Analysts at Grant Thornton explained: "Broadly speaking, and based on our economic model, the only arithmetically realistic way in which GDP growth in 2008 could reach the lower end of the Treasury's Budget forecast, of 1.75 per cent, is for GDP growth in the third quarter and fourth quarter of 2008 to be [say] 0.4 and 0.5 per cent respectively. This would give GDP growth in 2008 as a whole at 1.75 per cent.
"Whilst such an outcome is not impossible, given the various headwinds facing the UK economy it has to be considered very unlikely. This, combined with the prospects for 2009, mean that the pre-Budget report this autumn would almost certainly show the Treasury's fiscal rule, the Sustainable Investment Rule, limiting total government net debt to 40 per cent of GDP, being breached."
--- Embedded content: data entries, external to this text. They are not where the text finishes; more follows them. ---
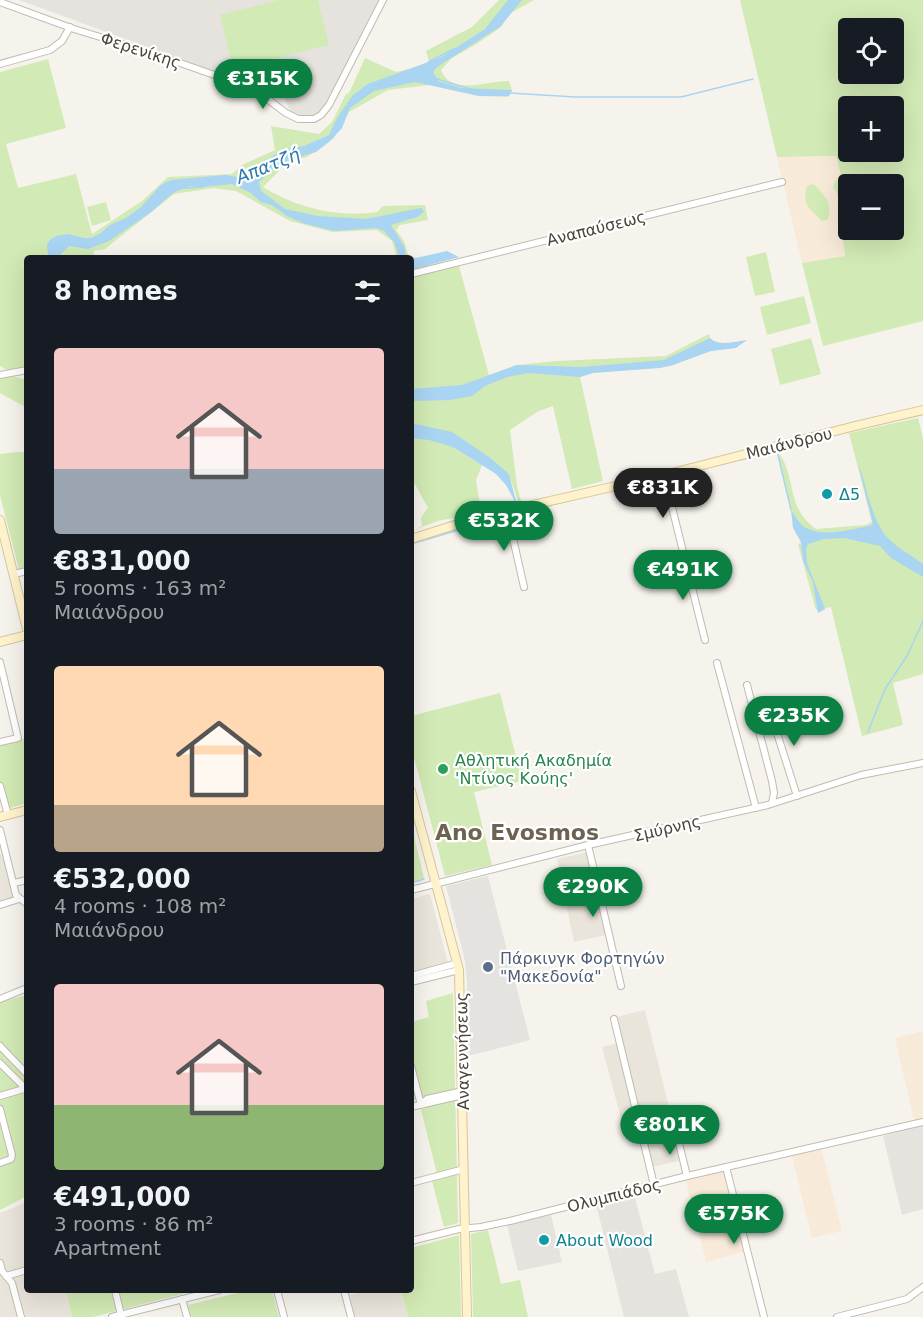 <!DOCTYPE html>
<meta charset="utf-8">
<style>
:root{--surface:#171b24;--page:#242831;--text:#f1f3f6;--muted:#9ea1a6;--accent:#0b8043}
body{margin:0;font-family:"DejaVu Sans",sans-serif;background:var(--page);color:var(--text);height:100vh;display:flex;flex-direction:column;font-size:22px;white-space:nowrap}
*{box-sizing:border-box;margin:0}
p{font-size:20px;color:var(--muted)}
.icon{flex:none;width:33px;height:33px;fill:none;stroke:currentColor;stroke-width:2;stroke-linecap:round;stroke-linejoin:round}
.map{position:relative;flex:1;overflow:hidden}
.sheet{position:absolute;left:24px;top:255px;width:390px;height:1038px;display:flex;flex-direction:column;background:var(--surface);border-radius:6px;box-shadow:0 6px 24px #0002}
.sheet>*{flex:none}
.fabs{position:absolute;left:838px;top:18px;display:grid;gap:12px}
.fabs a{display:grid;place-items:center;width:66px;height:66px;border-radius:6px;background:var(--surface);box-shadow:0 6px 24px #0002;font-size:30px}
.price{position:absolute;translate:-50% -51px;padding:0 14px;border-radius:21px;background:var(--accent);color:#fff;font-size:20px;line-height:39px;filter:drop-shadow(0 2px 3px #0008)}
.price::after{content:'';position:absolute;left:50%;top:36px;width:18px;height:14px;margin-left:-9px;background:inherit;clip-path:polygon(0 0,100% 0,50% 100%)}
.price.selected{background:#222;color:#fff}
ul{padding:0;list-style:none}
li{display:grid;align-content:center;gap:12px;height:318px;padding:0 30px}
li span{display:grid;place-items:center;height:186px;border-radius:6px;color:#555}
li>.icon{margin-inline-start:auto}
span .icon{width:108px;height:108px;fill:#fffc;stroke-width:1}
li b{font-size:26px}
h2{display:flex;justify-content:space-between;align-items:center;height:72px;padding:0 30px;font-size:26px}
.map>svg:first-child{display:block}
</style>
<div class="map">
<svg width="923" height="1317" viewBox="0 0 923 1317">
<rect width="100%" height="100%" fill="#f6f3ec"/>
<!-- residential -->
<g fill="#eae5da">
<polygon points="587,852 606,935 574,942 557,859"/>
<polygon points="2,853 14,898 0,902 0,854"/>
<polygon points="430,894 448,963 411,973 411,899"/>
<polygon points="645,1010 682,1160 653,1167 616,1017"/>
<polygon points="618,1043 640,1133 626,1137 602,1047"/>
<polygon points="27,1202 27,1290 66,1290 72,1317 0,1317 0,1213"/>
<polygon points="369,1290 401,1290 408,1317 355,1317 350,1295"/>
</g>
<!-- commercial -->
<g fill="#f7ead8">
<polygon points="836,156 849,209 849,222 842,233 845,256 802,263 777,157"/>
<polygon points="923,1031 923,1118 914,1120 895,1038"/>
<polygon points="821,1148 842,1231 812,1238 792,1156"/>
<polygon points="723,1171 743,1252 706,1262 686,1181"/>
</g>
<!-- industrial -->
<g fill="#e6e2dd">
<polygon points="19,0 379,0 325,105 314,116 298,116 290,111 284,97"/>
<polygon points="923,1124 923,1209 902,1215 883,1136"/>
<polygon points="634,1194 655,1274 676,1269 689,1317 624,1317 596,1204"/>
<polygon points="551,1215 562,1262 518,1271 507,1225"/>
</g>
<!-- green -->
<g fill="#d2eab5" fill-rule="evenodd">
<polygon points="279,0 318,0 329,45 233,69 220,15"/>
<path d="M499,0h35l-25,14 -9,14 -25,17 -23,13 -11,12c10,27 47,10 68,11l3,9 -4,7 -29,-1 -49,-11 -42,5 -39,22 -15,26 -27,19 -19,5 -25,25c34,21 75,31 114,25l6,-6 42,-1 3,15 -28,5 -4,5 8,11 5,17h-12l-5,-17 -15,-11 -45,2 -42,-11 -54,-30 -22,-3 -40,6 -69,55 -12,2 3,7h-69v6l-7,3 7,-2v101l-20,4 -7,-4v-294l48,-13 18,69 -60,16 12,44 58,-14 16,60 50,-33 26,-24 64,-3 10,-9 33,-15 -4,-24 48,8 13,-12 14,-28 3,-1 16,-35 31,14 34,-8 -4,-13 46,-24z"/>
<path d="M740,0h183v321l-100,25 -21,-83 43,-7 -3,-23 5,-8 -3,-2 -7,-30 -4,-6 2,-6 7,-2 -6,-23 -59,1zM894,28v46h-45v-46zM849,106h45v46h-45zM849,184h45v46h-45z"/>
<path d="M814,184c11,12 19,19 14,35l-6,2c-13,-13 -20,-16 -15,-35z"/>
<polygon points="106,202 111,220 92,226 87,207"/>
<polygon points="766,252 775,292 755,296 746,257"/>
<path d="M457,259l32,116 28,-10 39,-4 110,-5 43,-22 3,9 -41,23 -78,7 -13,4 23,104 -31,8 -19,-83 -16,6 -27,18 7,56 4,15 -2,3 -10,-30 -56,-27 29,18 -6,15 5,32 -43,9 -24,9 8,-4 -1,-8 7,-11c-7,-9 -9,-19 -17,-27v-210z"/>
<polygon points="804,296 811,323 767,335 760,307"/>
<polygon points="811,338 821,374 780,385 771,349"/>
<polygon points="12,376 27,380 27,410 25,407 0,393 0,378"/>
<path d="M918,418l5,20v236l-30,9 10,42 -41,11 -31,-129 -15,3 -18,-66 10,-3 -12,-9 -19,-81c21,25 7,55 39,78l50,-4 6,-3 -23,-89z"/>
<polygon points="17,452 27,452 27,568 19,570 0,495 0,454"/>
<polygon points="500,693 522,781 474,792 492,865 445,876 411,746 411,716"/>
<polygon points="27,738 27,803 6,809 0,783 0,744"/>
<polygon points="411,823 424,878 411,882"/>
<polygon points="453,993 458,1223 444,1227 432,1181 438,1178 421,1110 426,1108 423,1098 411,1101 411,1022 429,1017 426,1001"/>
<polygon points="27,995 27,1196 0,1210 0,1002"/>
<polygon points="488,1230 501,1284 520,1280 528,1317 473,1317 471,1234"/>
<polygon points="459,1235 461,1317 408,1317 401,1290 411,1290 411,1248"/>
<polygon points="66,1290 198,1290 93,1317 72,1317"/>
<polygon points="250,1290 272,1290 279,1317 191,1317 188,1305"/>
</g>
<!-- parking -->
<polygon fill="#e5e3e0" points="488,876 530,1040 468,1056 467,982 465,961 446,886"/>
<!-- water -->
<g fill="#a9d4f2">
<polygon points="508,0 522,0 501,26 437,67 433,72 438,81 461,88 512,90 509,96 479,96 415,82 374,91 350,108 342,128 329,142 316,152 289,160 272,170 259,182 261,191 285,209 318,216 366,219 421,208 424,212 417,217 391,225 404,246 406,255 416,258 447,251 459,257 411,270 411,258 400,258 394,242 384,231 376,228 334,231 303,223 287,216 272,205 261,202 251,193 232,184 202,187 189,186 173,193 150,213 109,241 88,249 69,246 57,258 42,258 48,255 47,244 52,238 60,235 68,234 84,238 91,238 101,233 110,225 126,218 141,207 161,185 171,180 225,175 237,177 285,149 304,146 329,135 337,118 353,95 368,84 442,57 485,29"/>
<path d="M710,338c9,9 26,3 37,2l-11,8 -25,3 -38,14 -13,3 -67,5 -13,4 -51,-4 -22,4 -22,9 -13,10 -22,4 -39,1v-12l51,-4 55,-20 65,2 82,-7z"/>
<polygon points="411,423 452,432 489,457 509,474 517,505 506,485 496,474 453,447 429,440 411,438"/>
<path d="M858,463c9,23 12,52 27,72 11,13 25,19 38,29v13l-32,-19 -11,-12 -36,-8 -20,1 -16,5 -2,5 1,14 18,46 -7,4 -5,-31 -10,-21 -2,-19 -8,-14 -2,-18c4,5 9,16 15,18 18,10 48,1 67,-3z"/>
</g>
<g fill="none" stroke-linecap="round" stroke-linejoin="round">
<!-- stream -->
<g stroke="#a9d4f2" stroke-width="1.5">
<polyline points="428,62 456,48"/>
<polyline points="434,78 470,89"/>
<polyline points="510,93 575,97 681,97 753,79"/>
<polyline points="184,188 203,187"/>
<polyline points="740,460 777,451 791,510"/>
<polyline points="513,514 576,499"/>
<polyline points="411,544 503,517"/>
<polyline points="868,732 885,689 907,656 923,621"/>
<polyline points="411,883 424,879"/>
</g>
<defs>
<g id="street">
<polyline points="0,2 74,29 149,52 254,89 286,113 298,119 314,119 321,115 329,105 383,0"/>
<polyline points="0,64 50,50 62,41 70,27"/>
<polyline points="411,274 782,182"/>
<polyline points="0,375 27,370"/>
<polyline points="664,475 705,640"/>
<polyline points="507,512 524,587"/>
<polyline points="14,574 27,571"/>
<polyline points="0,662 18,738 0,742"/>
<polyline points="717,663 756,808"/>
<polyline points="747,685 772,781 774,793 772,803"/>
<polyline points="758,726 764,721 776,730 797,796"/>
<polyline points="0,786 8,815"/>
<polyline points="0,830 16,895 27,904"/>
<polyline points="588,845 621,986"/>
<polyline points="14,883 27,880"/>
<polyline points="411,890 588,845 768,805 861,775 923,763"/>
<polyline points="0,905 19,899"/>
<polyline points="411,976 458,963"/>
<polyline points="411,982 459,970"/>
<polyline points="0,999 27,988"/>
<polyline points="614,1019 654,1185"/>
<polyline points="0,1046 27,1074"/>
<polyline points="0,1063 25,1088"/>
<polyline points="411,1066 421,1105"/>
<polyline points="0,1096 27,1088"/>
<polyline points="421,1104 427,1099 463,1091"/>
<polyline points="411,1107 463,1095"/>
<polyline points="0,1109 12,1155 11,1159 0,1163"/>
<polyline points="676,1131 687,1176"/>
<polyline points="726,1167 764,1317"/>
<polyline points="411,1183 464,1169"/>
<polyline points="411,1241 459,1229 481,1227 510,1221 687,1176 923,1122"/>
<polyline points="0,1263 2,1271 12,1283 21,1317"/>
<polyline points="6,1276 27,1270"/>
<polyline points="115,1290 121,1315"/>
<polyline points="277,1290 284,1317"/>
<polyline points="344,1290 351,1317"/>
<polyline points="182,1299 187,1317"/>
<polyline points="112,1317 219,1290"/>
<polyline points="837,1317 907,1299 923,1287"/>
</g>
<g id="secondary">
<polyline points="0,520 27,629"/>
<polyline points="411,539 480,517 664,475 855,426 923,410"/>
<polyline points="0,642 27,635"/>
<polyline points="411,791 459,970 467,1317"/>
<polyline points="0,817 27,810"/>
</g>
</defs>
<!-- street casing -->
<use href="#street" stroke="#c2bbae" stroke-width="8"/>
<!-- secondary casing -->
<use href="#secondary" stroke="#d6c79b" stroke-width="10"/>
<!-- street -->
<use href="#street" stroke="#fff" stroke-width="6"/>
<!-- secondary -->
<use href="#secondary" stroke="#fff3cd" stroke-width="8"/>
</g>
<!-- markers -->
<g fill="#0f9aa8" stroke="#fff" stroke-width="2">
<circle cx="827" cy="494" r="6"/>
<circle cx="544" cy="1240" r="6"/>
</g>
<circle fill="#2e9e5b" stroke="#fff" stroke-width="2" cx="443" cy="769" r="6"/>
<circle fill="#5c6f8a" stroke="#fff" stroke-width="2" cx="488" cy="967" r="6"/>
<g text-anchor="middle" stroke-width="4.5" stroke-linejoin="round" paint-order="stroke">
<!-- street labels -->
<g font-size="16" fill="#4b4439" stroke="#fff">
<text transform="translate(141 50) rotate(18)" y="6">Φερενίκης</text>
<text transform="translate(596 228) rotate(-14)" y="6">Αναπαύσεως</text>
<text transform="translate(789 443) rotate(-14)" y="6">Μαιάνδρου</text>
<text transform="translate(667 828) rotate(-13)" y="6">Σμύρνης</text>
<text transform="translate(462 1051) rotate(-91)" y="6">Αναγεννήσεως</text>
<text transform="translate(614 1195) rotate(-14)" y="6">Ολυμπιάδος</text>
</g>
<!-- culture labels -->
<g font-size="16" fill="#0d838f" stroke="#fff" text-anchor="start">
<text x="839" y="500">Δ5</text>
<text x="556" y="1246">About Wood</text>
</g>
<!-- leisure labels -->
<g font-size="16" fill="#27864d" stroke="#fff" text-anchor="start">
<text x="455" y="766">Αθλητική Ακαδημία<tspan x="455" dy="18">'Ντίνος Κούης'</tspan></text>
</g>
<!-- service labels -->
<g font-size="16" fill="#4e5e75" stroke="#fff" text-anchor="start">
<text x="500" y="964">Πάρκινγκ Φορτηγών<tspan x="500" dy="18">"Μακεδονία"</tspan></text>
</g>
<!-- water labels -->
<g font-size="18" font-style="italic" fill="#2e7ab2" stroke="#fff">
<text transform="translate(268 166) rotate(-22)" y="6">Απατζή</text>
</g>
<!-- district labels -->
<g font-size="22" font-weight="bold" fill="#6e6250" stroke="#fff">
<text x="517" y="840">Ano Evosmos</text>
</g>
</g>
</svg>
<div class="fabs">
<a><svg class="icon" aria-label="locate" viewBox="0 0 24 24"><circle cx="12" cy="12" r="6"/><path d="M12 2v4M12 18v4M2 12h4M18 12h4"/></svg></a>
<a>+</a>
<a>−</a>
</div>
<b class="price" style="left:263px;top:110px">€315K</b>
<b class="price selected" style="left:663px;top:519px">€831K</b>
<b class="price" style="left:504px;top:552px">€532K</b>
<b class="price" style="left:683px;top:601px">€491K</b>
<b class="price" style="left:794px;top:747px">€235K</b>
<b class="price" style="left:593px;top:918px">€290K</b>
<b class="price" style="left:670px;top:1156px">€801K</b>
<b class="price" style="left:734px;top:1245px">€575K</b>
<section class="sheet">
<h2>8 homes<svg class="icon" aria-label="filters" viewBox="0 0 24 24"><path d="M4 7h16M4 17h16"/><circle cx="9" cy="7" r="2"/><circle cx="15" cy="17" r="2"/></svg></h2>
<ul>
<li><span style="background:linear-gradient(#f6c9c9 65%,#9aa5b1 0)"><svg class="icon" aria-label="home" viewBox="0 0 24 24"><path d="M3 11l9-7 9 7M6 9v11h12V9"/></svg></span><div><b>€831,000</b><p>5 rooms · 163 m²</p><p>Μαιάνδρου</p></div></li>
<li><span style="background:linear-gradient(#ffd9b3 75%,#b9a48a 0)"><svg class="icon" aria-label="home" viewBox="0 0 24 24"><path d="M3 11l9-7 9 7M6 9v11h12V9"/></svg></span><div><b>€532,000</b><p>4 rooms · 108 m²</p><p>Μαιάνδρου</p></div></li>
<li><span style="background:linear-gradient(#f6c9c9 65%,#8fb573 0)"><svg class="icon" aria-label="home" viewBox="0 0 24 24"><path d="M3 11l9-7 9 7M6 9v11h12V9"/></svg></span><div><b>€491,000</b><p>3 rooms · 86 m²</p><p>Apartment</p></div></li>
</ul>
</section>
</div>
Peter Newland, an economist at Lehman Brothers, said: "Survey evidence points to softer service-sector activity heading into the third quarter, as well as further declines in industrial output and construction. We continue to expect negative GDP growth over the next three quarters – ie, a greater than 50 per cent probability of recession (two quarters of negative growth) this year."
Howard Archer, of Global Insight, added: "We expect the economy to stagnate at best through the second half of 2008 and the early months of 2009 ... Mild recession is now looking highly possible."
Last week, the deputy governor of the Bank of England, Charlie Bean, warned that "there is a risk that the credit crunch leads to a deeper and more prolonged slowdown" than the Bank had previously predicted.